In this short post, I am going to talk about the Switch Transformer paper.
Background and Architecture
To begin: In Dense Models, each parameter/neuron of the network gets activated during the forward pass.
Hence, to be able to derive more performance by means of increasing the model size, more computation is required. Implicitly, more model parameters => more computation performed by a single token. And tangential to this, work by Kaplan et al. (2020) becomes super relevant as they discuss training larger models on comparatively smaller amounts of data as the computationally optimal approach.

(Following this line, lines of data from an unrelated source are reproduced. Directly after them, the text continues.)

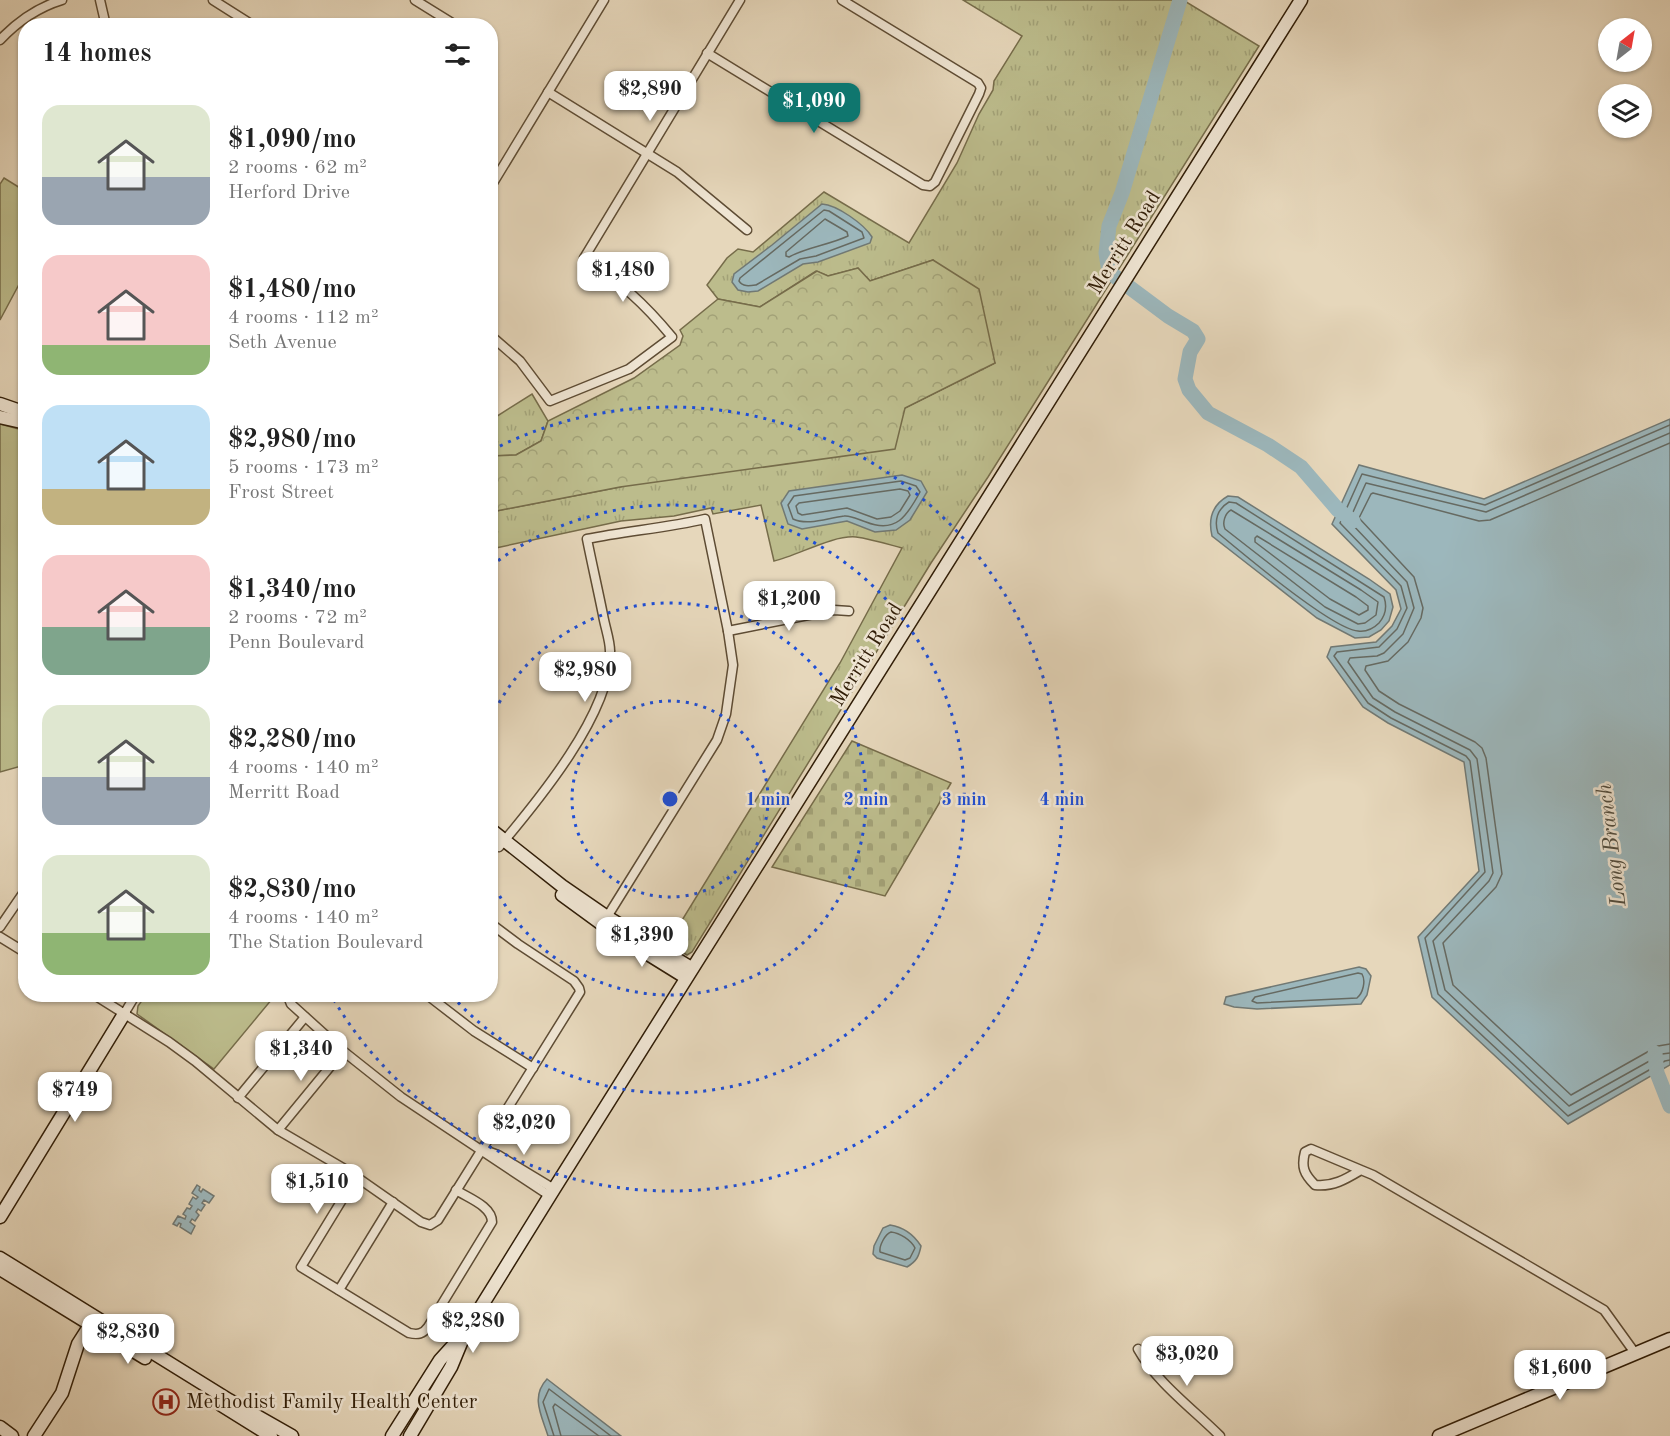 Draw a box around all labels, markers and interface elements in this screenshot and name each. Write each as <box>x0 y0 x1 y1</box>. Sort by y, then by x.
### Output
north arrow <box>1598 18 1652 72</box>
map controls <box>1598 18 1652 138</box>
icon: filters <box>441 38 474 71</box>
text: 14 homes <box>42 41 151 67</box>
pin: $2,890 <box>601 71 699 122</box>
text: $2,890 <box>618 80 682 100</box>
pin: $1,090 <box>765 83 863 134</box>
button: layers <box>1598 84 1652 138</box>
text: $1,090 <box>782 92 846 112</box>
text: $1,090/mo <box>228 127 356 153</box>
icon: home <box>90 129 162 201</box>
text: 2 rooms · 62 m² <box>228 158 367 178</box>
text: Herford Drive <box>228 183 350 203</box>
street label: Merritt Road <box>1085 188 1165 298</box>
pin: $1,480 <box>574 252 672 303</box>
text: $1,480 <box>591 261 655 281</box>
text: $1,480/mo <box>228 277 356 303</box>
icon: home <box>90 279 162 351</box>
text: 4 rooms · 112 m² <box>228 308 378 328</box>
text: Seth Avenue <box>228 333 337 353</box>
text: $2,980/mo <box>228 427 356 453</box>
icon: home <box>90 429 162 501</box>
text: 5 rooms · 173 m² <box>228 458 378 478</box>
text: Frost Street <box>228 483 334 503</box>
text: $1,340/mo <box>228 577 356 603</box>
icon: home <box>90 579 162 651</box>
pin: $1,200 <box>740 581 838 632</box>
text: $1,200 <box>757 590 821 610</box>
street label: Merritt Road <box>827 600 907 710</box>
text: 2 rooms · 72 m² <box>228 608 367 628</box>
text: Penn Boulevard <box>228 633 364 653</box>
pin: $2,980 <box>536 652 634 703</box>
text: $2,980 <box>553 661 617 681</box>
text: $2,280/mo <box>228 727 356 753</box>
icon: home <box>90 729 162 801</box>
text: 4 rooms · 140 m² <box>228 758 378 778</box>
water label: Long Branch <box>1594 782 1631 909</box>
text: Merritt Road <box>228 783 340 803</box>
centre of rings <box>660 789 680 809</box>
text: 1 min <box>745 791 791 809</box>
text: 2 min <box>843 791 889 809</box>
text: 3 min <box>941 791 987 809</box>
text: 4 min <box>1039 791 1085 809</box>
text: $2,830/mo <box>228 877 356 903</box>
icon: home <box>90 879 162 951</box>
text: 4 rooms · 140 m² <box>228 908 378 928</box>
pin: $1,390 <box>593 917 691 968</box>
text: $1,390 <box>610 926 674 946</box>
text: The Station Boulevard <box>228 933 423 953</box>
pin: $1,340 <box>252 1031 350 1082</box>
text: $1,340 <box>269 1040 333 1060</box>
pin: $749 <box>39 1072 111 1123</box>
text: $749 <box>52 1081 98 1101</box>
pin: $2,020 <box>475 1105 573 1156</box>
text: $2,020 <box>492 1114 556 1134</box>
pin: $1,510 <box>268 1164 366 1215</box>
text: $1,510 <box>285 1173 349 1193</box>
pin: $2,280 <box>424 1303 522 1354</box>
text: $2,280 <box>441 1312 505 1332</box>
pin: $2,830 <box>79 1314 177 1365</box>
text: $2,830 <box>96 1323 160 1343</box>
pin: $3,020 <box>1138 1336 1236 1387</box>
text: $3,020 <box>1155 1345 1219 1365</box>
pin: $1,600 <box>1511 1350 1609 1401</box>
text: $1,600 <box>1528 1359 1592 1379</box>
hospital icon: Methodist Family Health Center <box>151 1387 181 1417</box>
place label: Methodist Family Health Center <box>186 1392 478 1413</box>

So, the point is that while increasing the number of model parameters yields performance, it comes at the cost of increased total computation/FLOPs per token (There’s nuance to the former part of this statement but it communicates the gist).
Such is not the case with Routed Models as we’ll see. Let’s first look at what a “Routed Layer” looks like.
The above figure might seem intimidating but we’ll understand all of it. The single feed forward layer is replaced by several different FF layers (FF1 through FF4 in the figure) each of which is called an Expert. Each token is routed to only one of the experts during a single forward pass. The Router (in green) is yet another FFNN that decides which expert should each token be routed to. And to make it clear, the same router is used for all tokens.
Let’s look at some math
Consider,
- \( \mathcal{B} \): the current batch
- \( T \): number of tokens in the current batch
- \( N \): the number of experts in the current routed layer
- \( E_i \): the expert \( i \)
- \( p_i(x) \): the probability that the token \( x \) is routed to \( E_i \)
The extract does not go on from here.